County leaves $1.1 million Parkway funding in place

County commissioners could reverse action taken to fund Muller Lane Parkway in December

County commissioners could reverse action taken to fund Muller Lane Parkway in December

 

A second attempt to extract $1.1 million from the Regional Transportation Commission for Muller Lane Parkway was defeated 3-2 on Thursday when Commissioner Mark Gardner voted with the majority.

Saying the transfer from federal CARES Act money to the general fund and then to the Regional Transportation Commission looked bad, Gardner agreed the county is under a legal obligation to move forward on the road.

“I understand our legal obligation under the Park Ranch development agreement, and I’m not trying to negate that.”

Commission Chairman John Engels argued that the money could be taken from the RTC and then disbursed over time to meet the contract obligation.

However, County Road Engineer Jon Erb pointed out that he would have to return to the commission every month as the county received invoices from CA Group, which is designing the road now.

Engels vehemently opposed transfer of the money to the RTC on Dec. 17, 2020, threatening legal action if it moved forward, which it did by a 3-2 vote.

Construction of Muller Parkway across property owned by Park Ranch Holdings has been the county’s responsibility for at least the past 14 years. Under the previous agreement with the Parks, the right of way would be deeded to the county for construction of the alternate route around Minden and Gardnerville.

While the specific route has changed since the name was first used in February 1991, the parkway has been on the books since the late 1980s as part of a larger transportation plan.

That plan also included a mid-Valley arterial and a route south of Minden and Gardnerville that would straighten out Waterloo Lane.

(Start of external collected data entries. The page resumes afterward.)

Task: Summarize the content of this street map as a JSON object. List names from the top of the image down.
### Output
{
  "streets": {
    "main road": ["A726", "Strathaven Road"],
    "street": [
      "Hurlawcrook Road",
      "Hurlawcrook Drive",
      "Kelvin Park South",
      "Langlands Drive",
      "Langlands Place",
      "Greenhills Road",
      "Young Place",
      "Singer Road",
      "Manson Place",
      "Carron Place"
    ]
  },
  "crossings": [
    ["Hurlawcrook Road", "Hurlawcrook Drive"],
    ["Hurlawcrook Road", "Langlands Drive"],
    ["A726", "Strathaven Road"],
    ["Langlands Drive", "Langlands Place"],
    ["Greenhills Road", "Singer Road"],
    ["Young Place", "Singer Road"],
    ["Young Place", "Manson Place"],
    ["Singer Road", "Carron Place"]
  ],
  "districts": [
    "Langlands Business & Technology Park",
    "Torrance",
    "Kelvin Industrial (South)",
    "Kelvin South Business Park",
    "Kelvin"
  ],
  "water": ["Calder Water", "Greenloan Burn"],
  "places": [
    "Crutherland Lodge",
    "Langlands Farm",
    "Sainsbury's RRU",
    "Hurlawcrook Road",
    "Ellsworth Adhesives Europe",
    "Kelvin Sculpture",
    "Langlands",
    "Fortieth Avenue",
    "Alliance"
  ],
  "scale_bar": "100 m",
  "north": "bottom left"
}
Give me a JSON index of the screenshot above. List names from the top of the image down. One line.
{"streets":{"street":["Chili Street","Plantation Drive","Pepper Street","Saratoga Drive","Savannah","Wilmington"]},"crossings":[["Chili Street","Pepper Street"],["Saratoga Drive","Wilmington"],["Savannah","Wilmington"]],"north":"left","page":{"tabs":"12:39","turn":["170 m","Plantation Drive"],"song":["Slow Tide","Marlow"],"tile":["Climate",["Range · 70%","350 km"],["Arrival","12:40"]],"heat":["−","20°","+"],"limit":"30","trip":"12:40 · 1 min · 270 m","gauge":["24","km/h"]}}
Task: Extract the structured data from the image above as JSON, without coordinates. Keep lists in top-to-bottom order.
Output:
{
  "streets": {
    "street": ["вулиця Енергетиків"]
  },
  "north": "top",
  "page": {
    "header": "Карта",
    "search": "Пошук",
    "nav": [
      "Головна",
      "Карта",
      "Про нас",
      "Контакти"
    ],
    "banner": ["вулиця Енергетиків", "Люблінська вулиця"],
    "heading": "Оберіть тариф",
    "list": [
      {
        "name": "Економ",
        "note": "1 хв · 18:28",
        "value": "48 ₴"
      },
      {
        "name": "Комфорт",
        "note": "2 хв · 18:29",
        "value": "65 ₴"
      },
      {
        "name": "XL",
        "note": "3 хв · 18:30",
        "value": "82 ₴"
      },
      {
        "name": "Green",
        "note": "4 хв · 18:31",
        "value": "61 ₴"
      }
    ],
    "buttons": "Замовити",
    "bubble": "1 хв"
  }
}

However, the county hasn’t had the money to build any of those routes. Park attorney Mark Forsberg in 2019 asserted that the agreement for the right of way had expired.

To rescue the parkway, the county agreed to move 1,044 acres of receiving area from the Sleeping Elephant Ranch across from Topaz Ranch Estates to Park property located north of Minden.

Under a development agreement approved along with the master plan amendment, the Parks would be limited to 2,500 homes on their property to be built in six phases over 30 years.

That development agreement was the subject of a petition drive conducted by Commissioner Dave Nelson and wife Jeanne Shizuru and signed by Gardner and Commissioner Walt Nowosad. A neighbor along Orchard Road also sued the county over the Parkway alignment, but reached a settlement.

At the time the petition was filed, there was a question about whether the commission’s action was legislative or administrative. Under Nevada law, administrative action is not subject to a petition drive while legislative action is.

That prompted the Parks to sue the county and the committee, asserting that the petition dealt with an administrative action.

Last spring’s coronavirus outbreak hampered both the court case and the petition drive.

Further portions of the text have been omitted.